A. Le statut d’immigration et le casier judiciaire de M. Thavagnanathiruchelvam

[3] M. Thavagnanathiruchelvam est né au Sri Lanka en 1990. Il est venu au Canada en 1998 avec son grand‑père, tandis que le reste de sa famille est demeuré au Sri Lanka. Ils ont obtenu l’asile en 1999, puis la résidence permanente en 2000.

[4] Lorsque M. Thavagnanathiruchelvam avait 14 ans, son grand‑père est décédé. Comme il n’avait pas de famille au Canada, il a été placé sous la supervision d’une société d’aide à l’enfance (c.-à-d. un organisme de protection de la jeunesse). Il croyait que la société avait demandé la citoyenneté en son nom, mais cela n’était pas le cas. Par conséquent, M. Thavagnanathiruchelvam n’a jamais obtenu la citoyenneté canadienne.

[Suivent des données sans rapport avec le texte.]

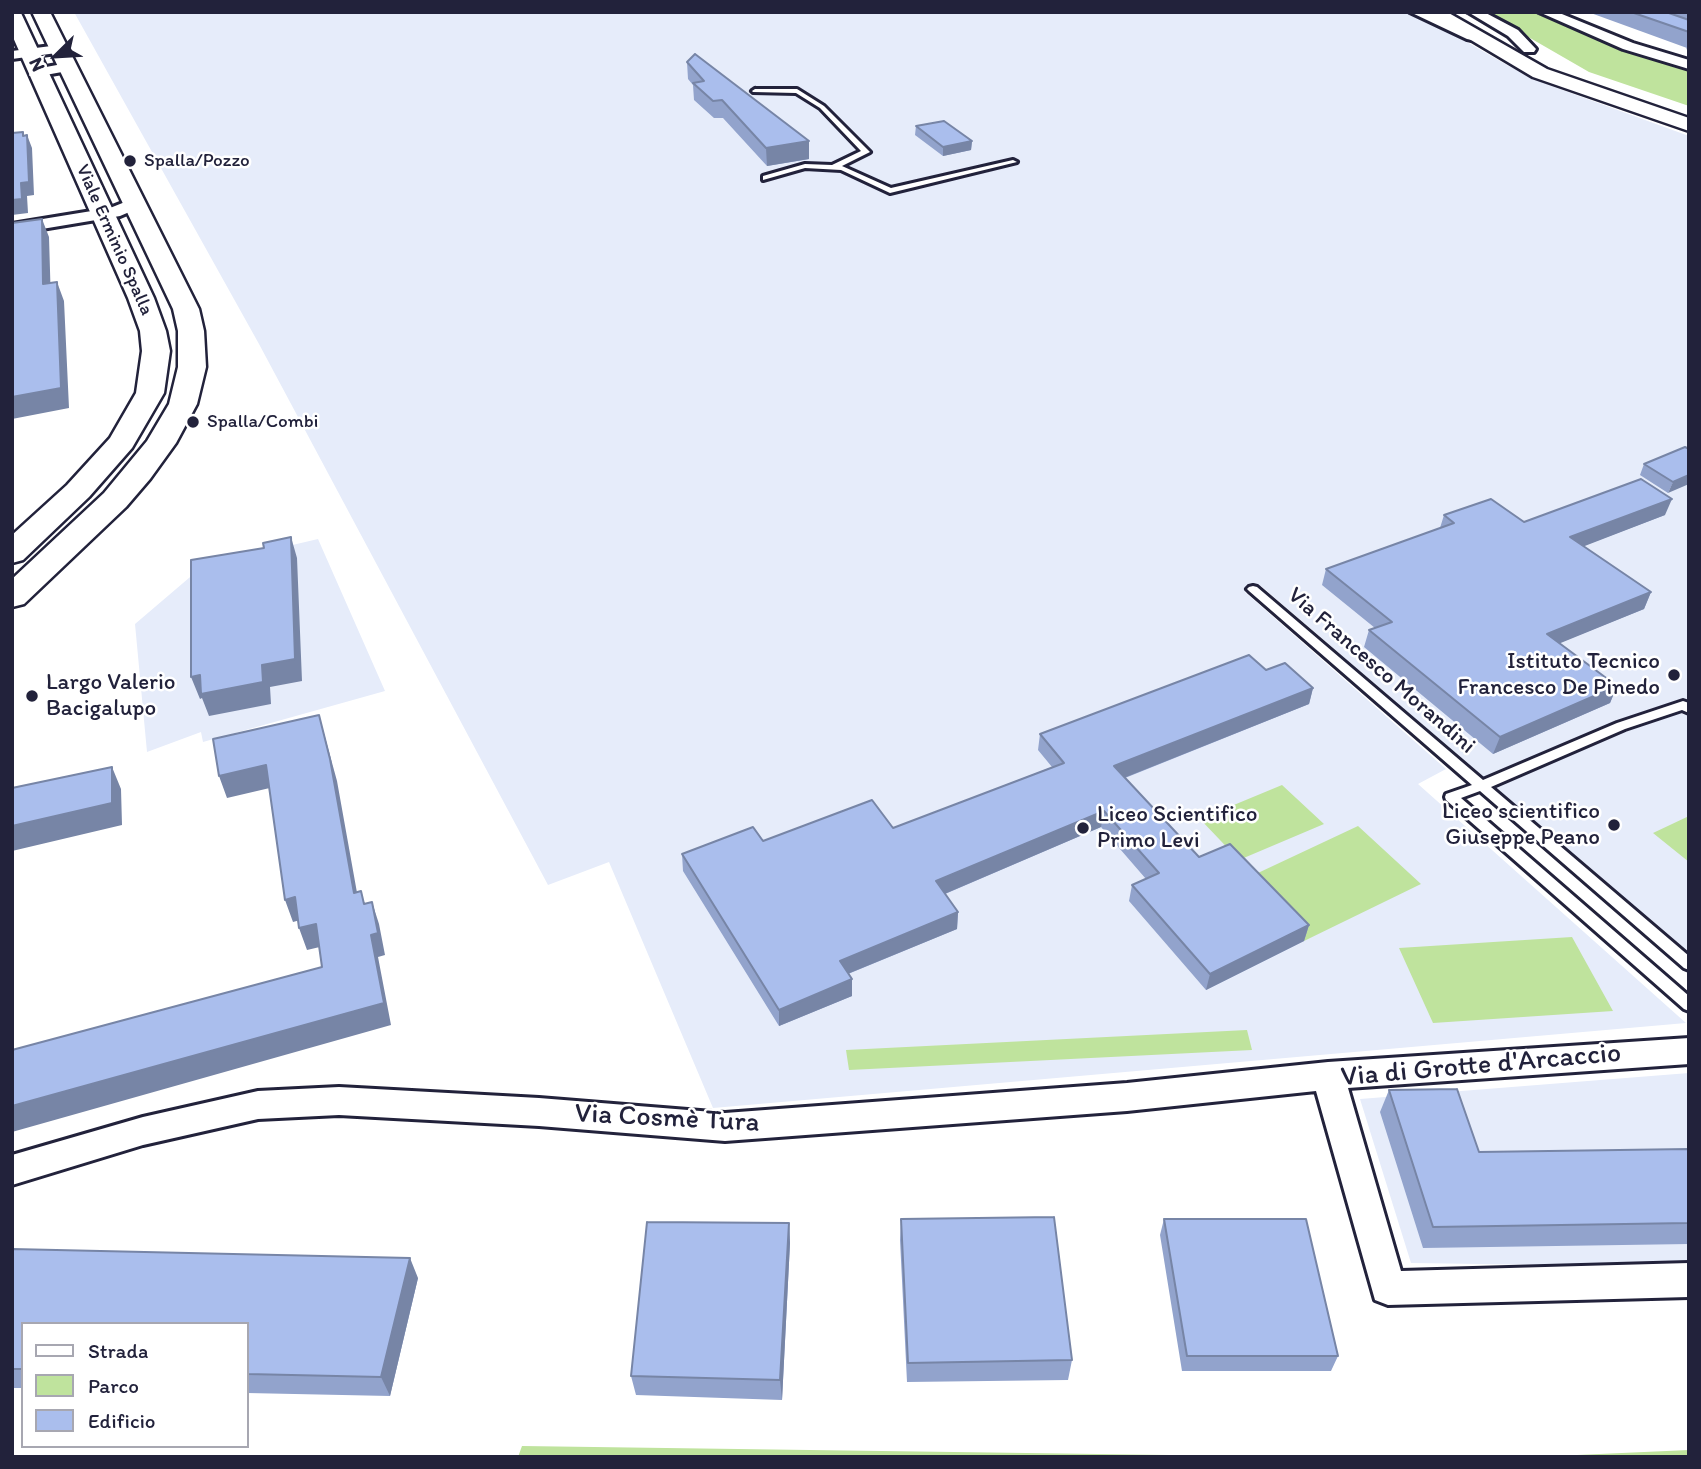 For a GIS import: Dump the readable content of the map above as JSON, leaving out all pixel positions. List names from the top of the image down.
{
  "streets": {
    "main road": ["Viale Erminio Spalla"],
    "street": ["Via di Grotte d'Arcaccio", "Via Cosmè Tura"],
    "lane": ["Via Francesco Morandini"]
  },
  "crossings": [
    ["Via di Grotte d'Arcaccio", "Via Cosmè Tura"]
  ],
  "places": [
    "Spalla/Pozzo",
    "Spalla/Combi",
    "Istituto Tecnico Francesco De Pinedo",
    "Largo Valerio Bacigalupo",
    "Liceo scientifico Giuseppe Peano",
    "Liceo Scientifico Primo Levi"
  ],
  "legend": ["Strada", "Parco", "Edificio"],
  "north": "bottom left"
} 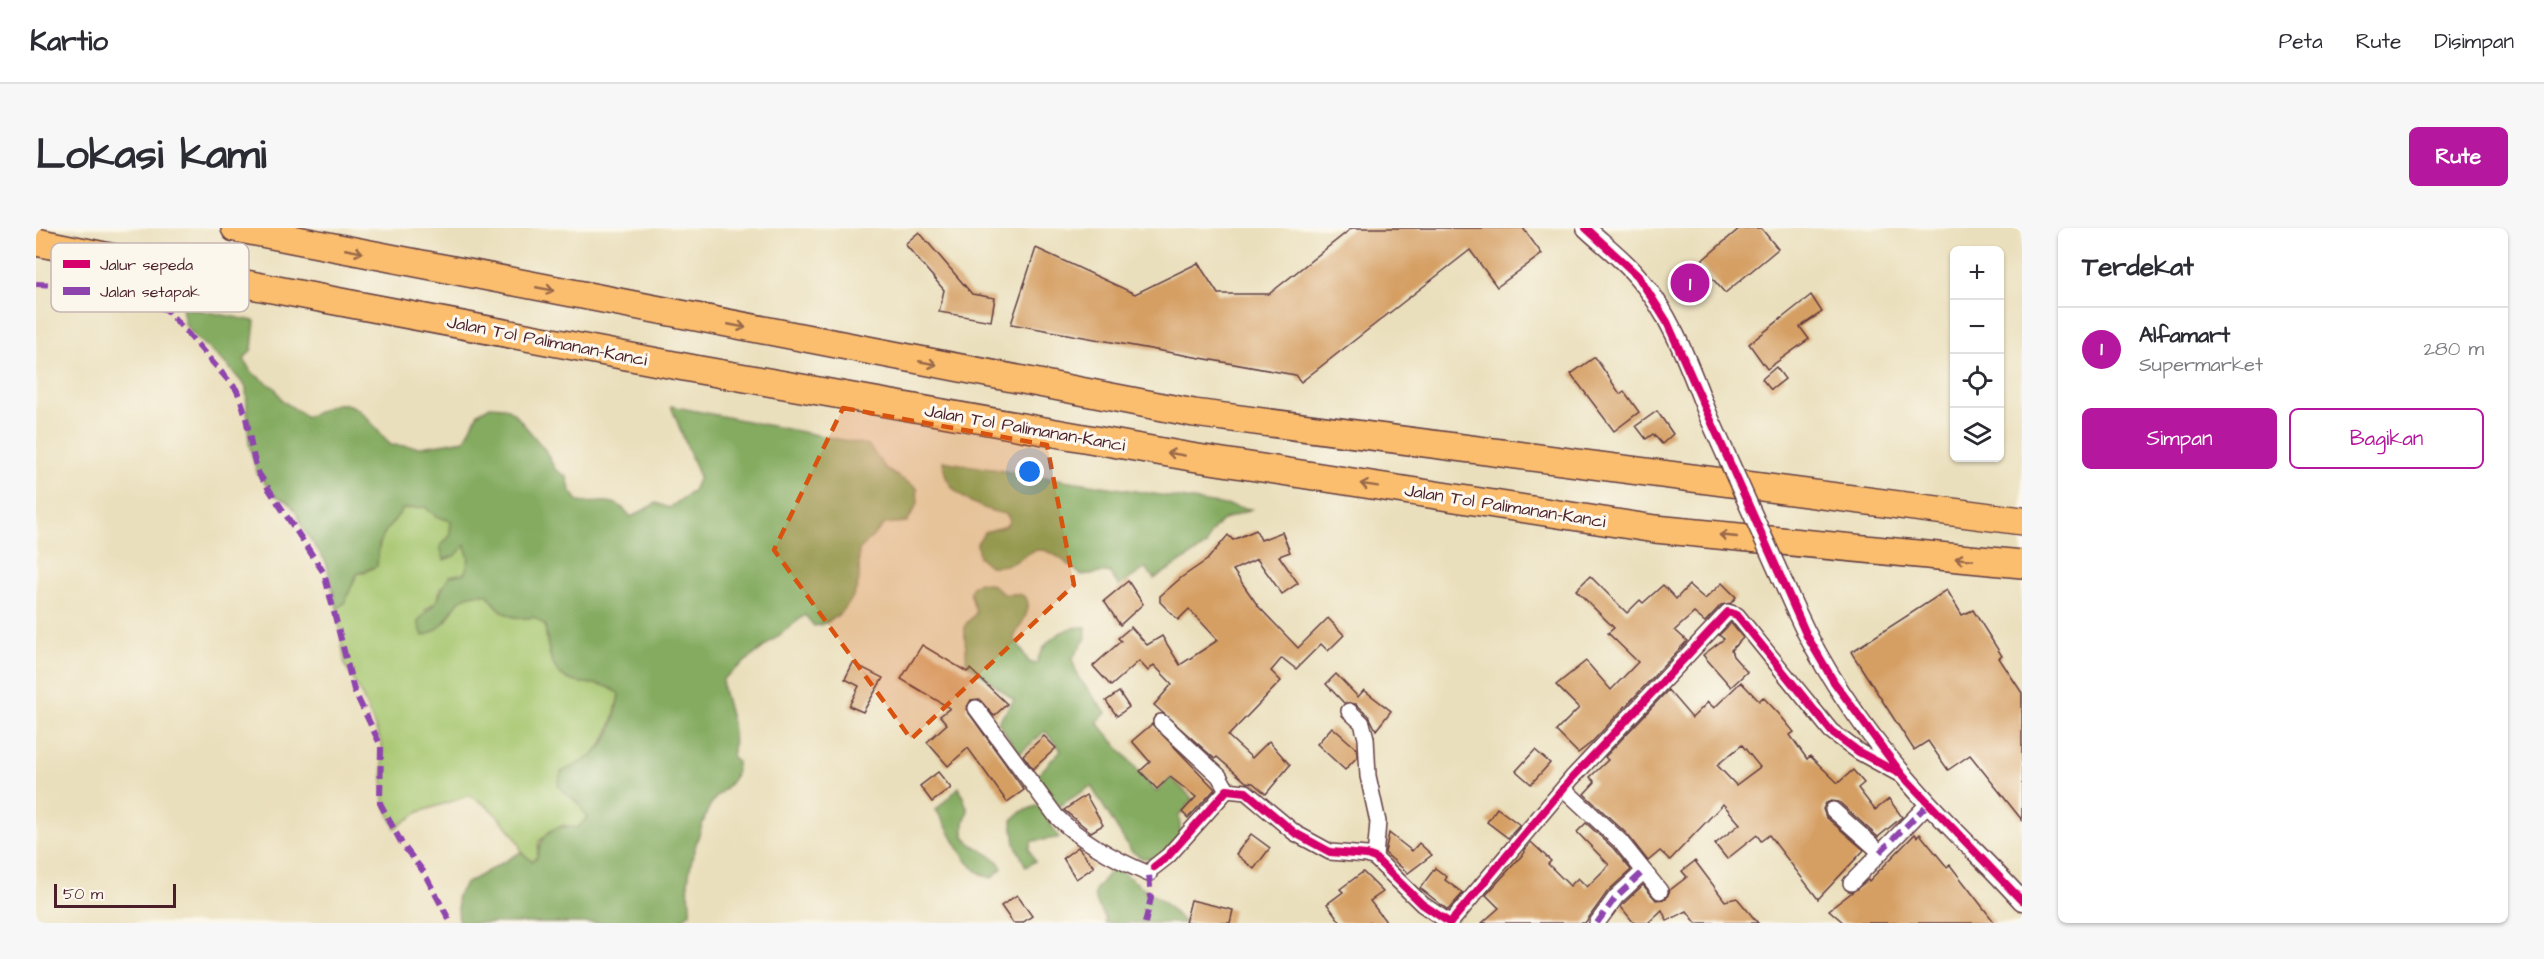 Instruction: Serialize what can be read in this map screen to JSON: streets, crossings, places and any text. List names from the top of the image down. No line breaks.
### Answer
{"streets":{"highway":["Jalan Tol Palimanan–Kanci"]},"legend":["Jalur sepeda","Jalan setapak"],"scale_bar":"50 m","page":{"header":"Kartio","nav":["Peta","Rute","Disimpan"],"title":"Lokasi kami","buttons":["Rute",["Simpan","Bagikan"]],"heading":"Terdekat","map_buttons":["+","−"],"pins":"1","list":[{"mark":"1","name":"Alfamart","note":"Supermarket","value":"280 m"}],"scale":"50 m"}} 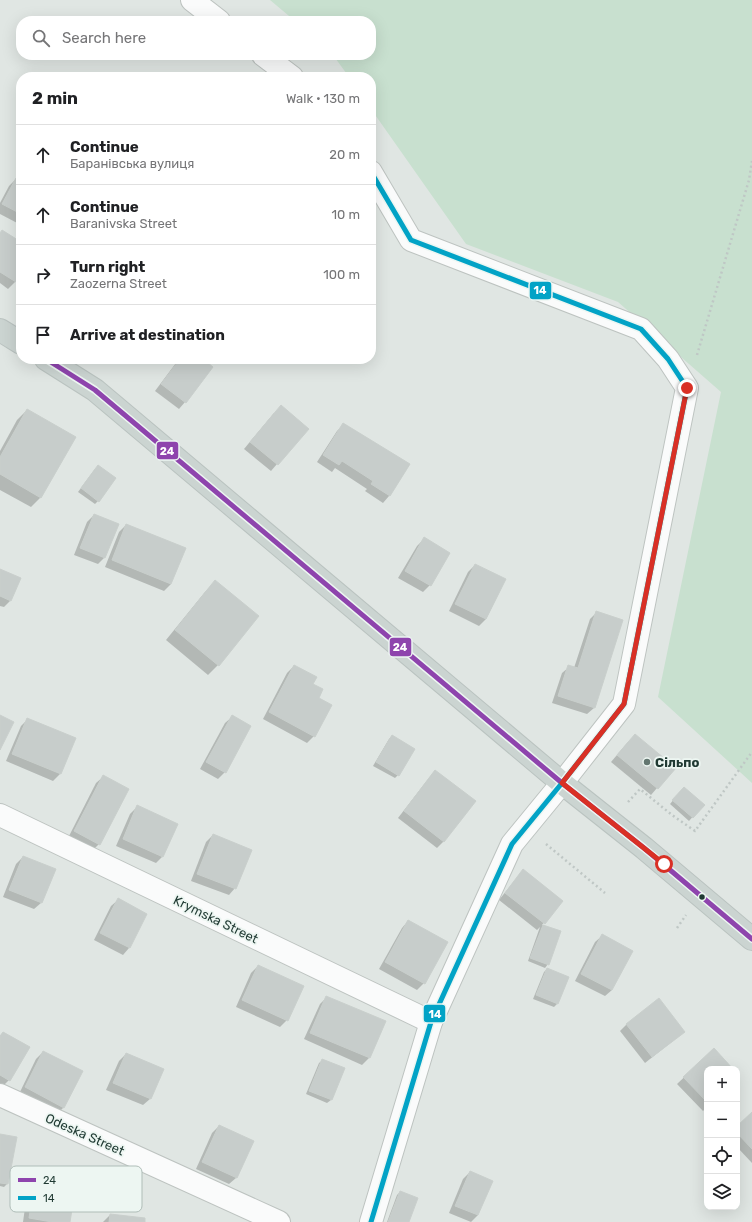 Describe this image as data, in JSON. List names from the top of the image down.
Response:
{
  "streets": {
    "street": ["Krymska Street", "Odeska Street"]
  },
  "places": ["Сільпо"],
  "lines": ["transit line 14", "transit line 24"],
  "legend": ["24", "14"],
  "page": {
    "search": "Search here",
    "heading": ["2 min", "Walk · 130 m"],
    "list": [
      ["Continue", "Баранівська вулиця", "20 m"],
      ["Continue", "Baranivska Street", "10 m"],
      ["Turn right", "Zaozerna Street", "100 m"],
      "Arrive at destination"
    ],
    "map_buttons": ["+", "−"]
  }
} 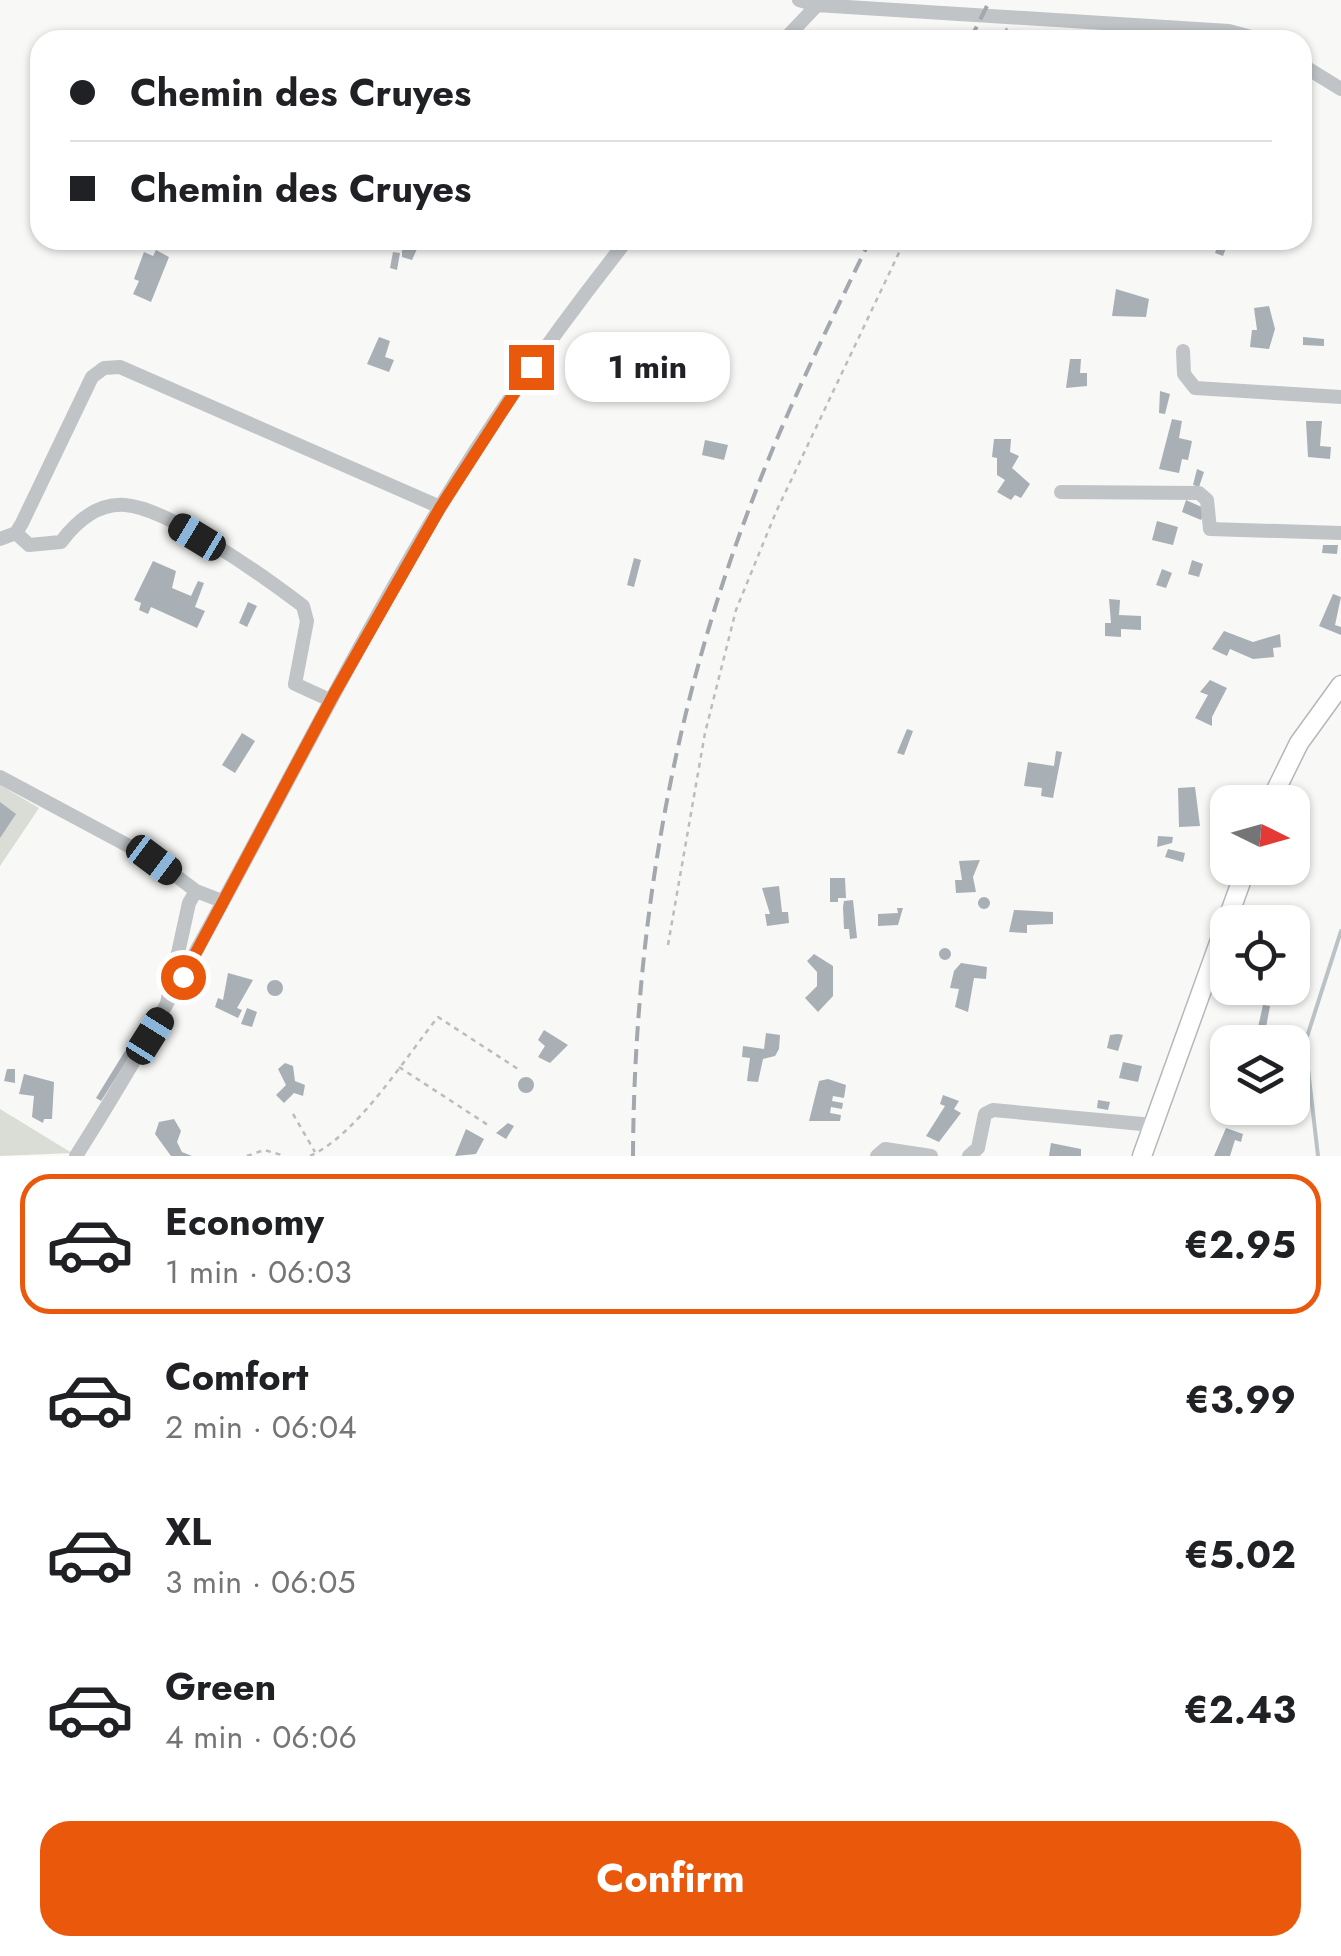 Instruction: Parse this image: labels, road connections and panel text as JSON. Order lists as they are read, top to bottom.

[5] En 2011, M. Thavagnanathiruchelvam a été victime d’un accident de voiture. Une évaluation neuropsychologique effectuée en 2016 laisse entendre que l’accident lui a causé des blessures permanentes et des problèmes de santé mentale.

[6] Le casier judiciaire de M. Thavagnanathiruchelvam remonte à 2013. Il n’est pas nécessaire de décrire chaque infraction, mais trois incidents se produisant à deux semaines d’intervalle en 2016 se démarquent. Premièrement, il a été impliqué dans une bagarre dans un bar, au cours de laquelle il a lancé deux tabourets, blessant le barman au poignet et causant des dommages matériels. Deuxièmement, il a agressé une jeune femme et l’a frappée avec une branche d’arbre. Il semble que l’agression revêtait une dimension sexuelle, bien qu’il ait plaidé coupable à des accusations réduites.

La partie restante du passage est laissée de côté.